When biomedical engineering Ph.D. student Nazanin Ahmadi first came to Brown, she knew she would be working on Physics-Informed Neural Networks (PINNs) with her advisor — Dr. George Karniadakis, Professor of Applied Mathematics and Engineering.
She didn’t know she would be working in Quantitative Systems biology and Pharmacometrics—fields that require a background in chemistry and biology, subjects Ahmadi hadn’t studied since her early high school years.
Before Brown, Ahmadi had never been to the United States. In high school, she chose her majors as physics and mathematics. “I didn’t take any biology courses at a university level,” said Ahmadi. Now, though, she has become an interdisciplinarian. She’s taken courses in public health, applied mathematics, biology, engineering, and computer science.
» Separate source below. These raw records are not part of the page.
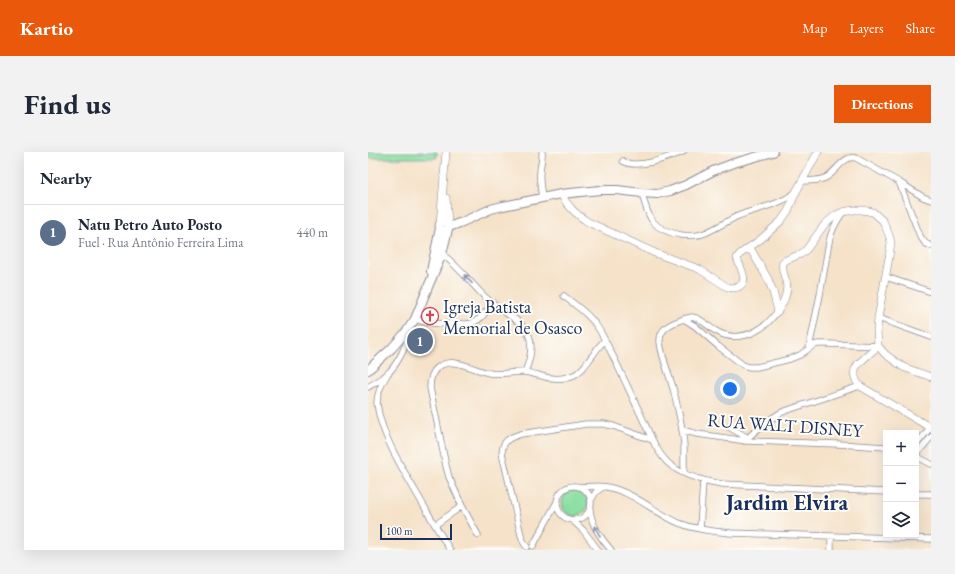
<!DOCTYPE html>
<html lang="en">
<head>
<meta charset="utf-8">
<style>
	body { margin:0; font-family:"EB Garamond",serif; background:#f2f2f3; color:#1f2937 }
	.controls { position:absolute; right:12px; bottom:12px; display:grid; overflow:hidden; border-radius:0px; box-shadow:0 4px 16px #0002 }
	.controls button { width:36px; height:36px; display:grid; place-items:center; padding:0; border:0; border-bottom:1px solid #e0e1e3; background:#fff; color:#1f2937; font:20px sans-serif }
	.scale { position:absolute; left:12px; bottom:10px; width:72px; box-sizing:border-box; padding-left:4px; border:2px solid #1b2f5e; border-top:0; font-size:11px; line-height:14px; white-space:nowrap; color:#1b2f5e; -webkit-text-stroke:3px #fdfcf7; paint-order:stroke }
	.you { position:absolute; left:362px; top:237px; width:14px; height:14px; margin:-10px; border:3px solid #fff; border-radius:50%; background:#1a73e8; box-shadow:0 0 0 6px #1a73e833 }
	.badge { display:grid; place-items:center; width:26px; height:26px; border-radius:50%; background:#ea580c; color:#fff; font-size:13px; font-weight:700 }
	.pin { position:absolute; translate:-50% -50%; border:2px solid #fff; box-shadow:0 1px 4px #0006 }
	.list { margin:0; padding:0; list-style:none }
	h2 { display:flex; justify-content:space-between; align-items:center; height:52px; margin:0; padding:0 16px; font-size:17px }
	h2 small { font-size:13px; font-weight:400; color:#747a83 }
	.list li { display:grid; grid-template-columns:26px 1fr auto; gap:12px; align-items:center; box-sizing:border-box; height:56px; padding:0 16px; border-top:1px solid #e0e1e3 }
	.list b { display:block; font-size:15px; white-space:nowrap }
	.list p { margin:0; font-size:13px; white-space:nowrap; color:#747a83 }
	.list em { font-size:13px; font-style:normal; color:#747a83 }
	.icon { flex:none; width:22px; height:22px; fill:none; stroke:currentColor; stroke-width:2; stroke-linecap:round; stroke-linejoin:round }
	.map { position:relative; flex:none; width:563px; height:398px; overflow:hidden; border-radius:0px }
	header { display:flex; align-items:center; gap:24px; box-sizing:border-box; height:56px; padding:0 20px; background:#ea580c; color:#fff }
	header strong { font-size:19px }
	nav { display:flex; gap:22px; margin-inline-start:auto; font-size:14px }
	.intro { display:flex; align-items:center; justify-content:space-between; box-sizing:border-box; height:96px; padding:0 24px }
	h1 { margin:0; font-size:28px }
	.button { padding:10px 18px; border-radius:0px; background:#ea580c; color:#fff; font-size:14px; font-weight:700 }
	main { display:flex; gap:24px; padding:0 24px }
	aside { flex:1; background:#fff; border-radius:0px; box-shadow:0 4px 16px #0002 }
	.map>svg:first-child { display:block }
	.green { fill:#8adea0; stroke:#52867f }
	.building { fill:#d39bd9 }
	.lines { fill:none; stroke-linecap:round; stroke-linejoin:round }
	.minor-casing { stroke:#888894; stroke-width:7 }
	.tertiary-casing { stroke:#888894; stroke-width:8 }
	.secondary-casing { stroke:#888894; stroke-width:10 }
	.minor { stroke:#fff; stroke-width:5.5 }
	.tertiary { stroke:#fff; stroke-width:7 }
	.secondary { stroke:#fff; stroke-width:8 }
	.oneway { stroke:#8d97ae }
	.labels { text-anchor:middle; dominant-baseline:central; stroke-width:4; stroke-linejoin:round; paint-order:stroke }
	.poi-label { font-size:18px; fill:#1b2f5e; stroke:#fdfcf7; text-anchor:start }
	.street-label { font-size:18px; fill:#1b2f5e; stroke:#fdfcf7 }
	.district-label { font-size:22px; font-weight:bold; fill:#1b2f5e; stroke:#fdfcf7 }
</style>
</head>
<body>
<header>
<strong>Kartio</strong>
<nav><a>Map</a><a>Layers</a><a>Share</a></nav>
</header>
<div class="intro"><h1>Find us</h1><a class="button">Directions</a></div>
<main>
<aside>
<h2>Nearby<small></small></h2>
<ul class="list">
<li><span class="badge" style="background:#5c6f8a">1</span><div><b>Natu Petro Auto Posto</b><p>Fuel · Rua Antônio Ferreira Lima</p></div><em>440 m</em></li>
</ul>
</aside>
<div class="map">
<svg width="563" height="398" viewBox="0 0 563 398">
	<rect width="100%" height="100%" fill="#fdfcf7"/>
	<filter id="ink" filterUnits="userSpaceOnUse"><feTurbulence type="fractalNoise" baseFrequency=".025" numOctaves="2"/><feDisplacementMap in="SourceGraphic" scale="8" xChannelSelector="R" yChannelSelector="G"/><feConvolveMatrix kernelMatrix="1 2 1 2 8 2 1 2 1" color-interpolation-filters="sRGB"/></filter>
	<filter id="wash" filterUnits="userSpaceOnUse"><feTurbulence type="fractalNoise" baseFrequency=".012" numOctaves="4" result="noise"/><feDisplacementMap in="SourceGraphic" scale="16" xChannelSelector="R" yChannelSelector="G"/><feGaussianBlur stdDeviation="0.9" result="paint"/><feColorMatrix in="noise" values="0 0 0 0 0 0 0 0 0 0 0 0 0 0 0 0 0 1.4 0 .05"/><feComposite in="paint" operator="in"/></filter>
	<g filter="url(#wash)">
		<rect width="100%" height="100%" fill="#f5e2c9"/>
		<!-- green -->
		<path class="green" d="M0,0H69L68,6H0Z
			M194 351a13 13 0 1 1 26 0a13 13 0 1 1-26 0Z"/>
		<g id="blocks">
			<!-- building -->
			<path class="building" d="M50,180L57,184L56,188L60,189V194L55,191L51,197L47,195L49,190L45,187V186L48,181Z"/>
		</g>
	</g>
	<g filter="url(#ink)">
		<use href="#blocks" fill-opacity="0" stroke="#888894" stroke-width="1"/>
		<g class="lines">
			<!-- minor casing -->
			<g class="minor-casing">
				<path id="minor" d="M255,9C269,18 301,5 315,0
					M434,29C441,29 450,29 457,26C467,22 476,2 488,6L531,30L552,84L557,91L563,94
					M531,30L555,45L563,48
					M274,41C280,67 285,78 313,83C321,84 330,84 337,81C349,76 359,69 370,64C389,56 410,54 427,41
					M174,46C173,37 171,28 172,20C172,13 175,6 174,0
					M74,102C90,114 102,130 116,144C143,170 177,171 157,220
					M518,125L563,140
					M196,144C207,153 220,161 228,173C234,181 239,193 244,202C255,225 266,248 277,272C283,285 289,300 300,311C314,324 335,329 354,332L518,340
					M510,166L563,185
					M47,167C64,174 82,171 100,172C112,170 118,160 125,151
					M316,167L327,174L350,194L375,213L381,215H389L422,207L432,203L446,193L450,192H460L510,194
					M441,196L452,143L461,90C463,79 468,70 475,60
					M19,223C14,231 9,241 9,251C12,279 31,311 45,335C57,356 69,377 82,398
					M0,235C6,231 13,228 18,223C29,214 41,190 42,176
					M361,275L380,286
					M314,278L329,282L379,289L470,292L518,295
					M376,289L397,271L412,261L423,257L492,234
					M548,293L562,276
					M548,303L563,285
					M548,304L563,312
					M316,321C316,312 316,303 316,294C315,276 310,257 306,240C302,224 294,207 292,190C291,177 302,172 313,168C316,167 321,165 324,165C334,166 340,175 348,179C362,188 380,185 393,176C400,172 405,165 410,159
					M189 351a17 17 0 1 1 34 0a17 17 0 1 1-34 0Z
					M211,335C220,335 231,333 239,335C266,340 287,361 311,371C328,378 345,379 363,381L563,387
					M548,342H563
					M223,348L228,340L235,335
					M222,357C223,373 233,386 243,398
					M204,368L215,378L230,398
					M67,373L94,354
					M332,377L335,329
					M110,383L94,354L81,325L78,314L62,236C62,228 63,221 69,216C84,203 105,218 121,221C133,223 143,220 155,220C160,220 165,222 170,223C181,227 195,228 206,223C215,219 219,210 225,203C228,198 232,193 236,189
					M165,394L190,348
					M159,395L156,391L153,383L134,301C134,289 142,285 153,282L218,272H236L245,274L284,288
					M463,398V384"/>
			</g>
			<!-- tertiary casing -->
			<g class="tertiary-casing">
				<path id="tertiary" d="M193,42C200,55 208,62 220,70L287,101L331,117L359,135C364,136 368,137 372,134C381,128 371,114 369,106L372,102L393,87L413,69L420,59L428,40L450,0
					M78,46L80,72
					M72,72L78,0
					M382,96L400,127L405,140L410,159
					M410,159C416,150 421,140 418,129C416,122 413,118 415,110L418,108L433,102L438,98L457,72L468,63L475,60L485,58H494L505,60L515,69L521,83L523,90L521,105L510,166L509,179L510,194L517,202L535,215L563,225
					M510,194L490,212C484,220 486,227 492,234L563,276"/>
			</g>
			<!-- secondary casing -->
			<g class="secondary-casing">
				<path id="secondary" d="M71.5 74a4.5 4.5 0 1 1 9 0a4.5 4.5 0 1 1-9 0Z
					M81,75L94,70L123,57L135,54L193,42L232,38H249L274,41L289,42L302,39L318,33L345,19L366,11L405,0
					M63,119L72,76
					M0,218L24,196L38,180L47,167L60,135L74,102L80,77"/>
			</g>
			<!-- minor -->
			<use href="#minor" class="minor"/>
			<!-- tertiary -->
			<use href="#tertiary" class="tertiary"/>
			<!-- secondary -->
			<use href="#secondary" class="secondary"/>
		</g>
		<!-- one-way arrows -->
		<defs><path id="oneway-shaft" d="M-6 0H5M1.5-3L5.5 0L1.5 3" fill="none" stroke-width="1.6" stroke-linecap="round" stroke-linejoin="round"/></defs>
		<g class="oneway">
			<use href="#oneway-shaft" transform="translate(100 127) rotate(-133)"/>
			<use href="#oneway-shaft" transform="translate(229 379) rotate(-120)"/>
		</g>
	</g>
	<!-- icons -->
	<defs>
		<g id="church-ring" transform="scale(0.9)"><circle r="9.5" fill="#fdfcf7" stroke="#d1495b" stroke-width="1.5"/><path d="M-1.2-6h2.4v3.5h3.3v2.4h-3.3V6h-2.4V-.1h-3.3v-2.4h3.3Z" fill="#d1495b"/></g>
	</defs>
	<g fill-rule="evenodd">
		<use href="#church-ring" x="62" y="164"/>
	</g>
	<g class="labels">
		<!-- poi labels -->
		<g class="poi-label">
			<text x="75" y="154">Igreja Batista<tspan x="75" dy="21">Memorial de Osasco</tspan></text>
		</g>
		<!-- street labels -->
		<g class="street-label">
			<text transform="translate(417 273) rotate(4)">RUA WALT DISNEY</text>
		</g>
		<!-- district labels -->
		<g class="district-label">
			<text x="419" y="350">Jardim Elvira</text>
		</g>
	</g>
</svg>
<div class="controls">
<button>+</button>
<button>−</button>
<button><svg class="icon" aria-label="layers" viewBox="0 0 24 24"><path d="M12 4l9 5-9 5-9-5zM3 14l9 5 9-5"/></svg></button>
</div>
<div class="scale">100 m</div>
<div class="you"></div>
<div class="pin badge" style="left:52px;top:189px;background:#5c6f8a">1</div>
</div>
</main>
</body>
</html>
She’s one of the first authors on AI-Aristotle, an AI system that is helping researchers find the mathematical rules that govern physical and biological systems.
“I knew that I would work on the mathematical part of Neural Networks,” said Ahmadi. The idea for AI-Aristotle was prompted by the fact that, “in most cases, we don’t know the exact governing physics” behind biological and physical processes. “We know that such processes happen in the body, but we don’t know how,” she said.
Researchers often only have partial information about the equations that govern systems and only a limited amount of “real world” data, said Ahmadi. “The question here is ‘how do we blend our understanding of biophysics and interactions within the system into the work of a neural network?’”
Neural networks are AI systems that approximate outputs or solutions to patterns and equations based on the information developers feed them. The developers of AI-Aristotle took known scientific equations and fed them to AI-Aristotle with some missing pieces. Then, they would observe if AI-Aristotle could accurately solve the equations and find the value of parameters as well as missing terms in the mathematical model. This process helped researchers ensure that the outputs generated by AI-Aristotle were accurate and consistent with known physics.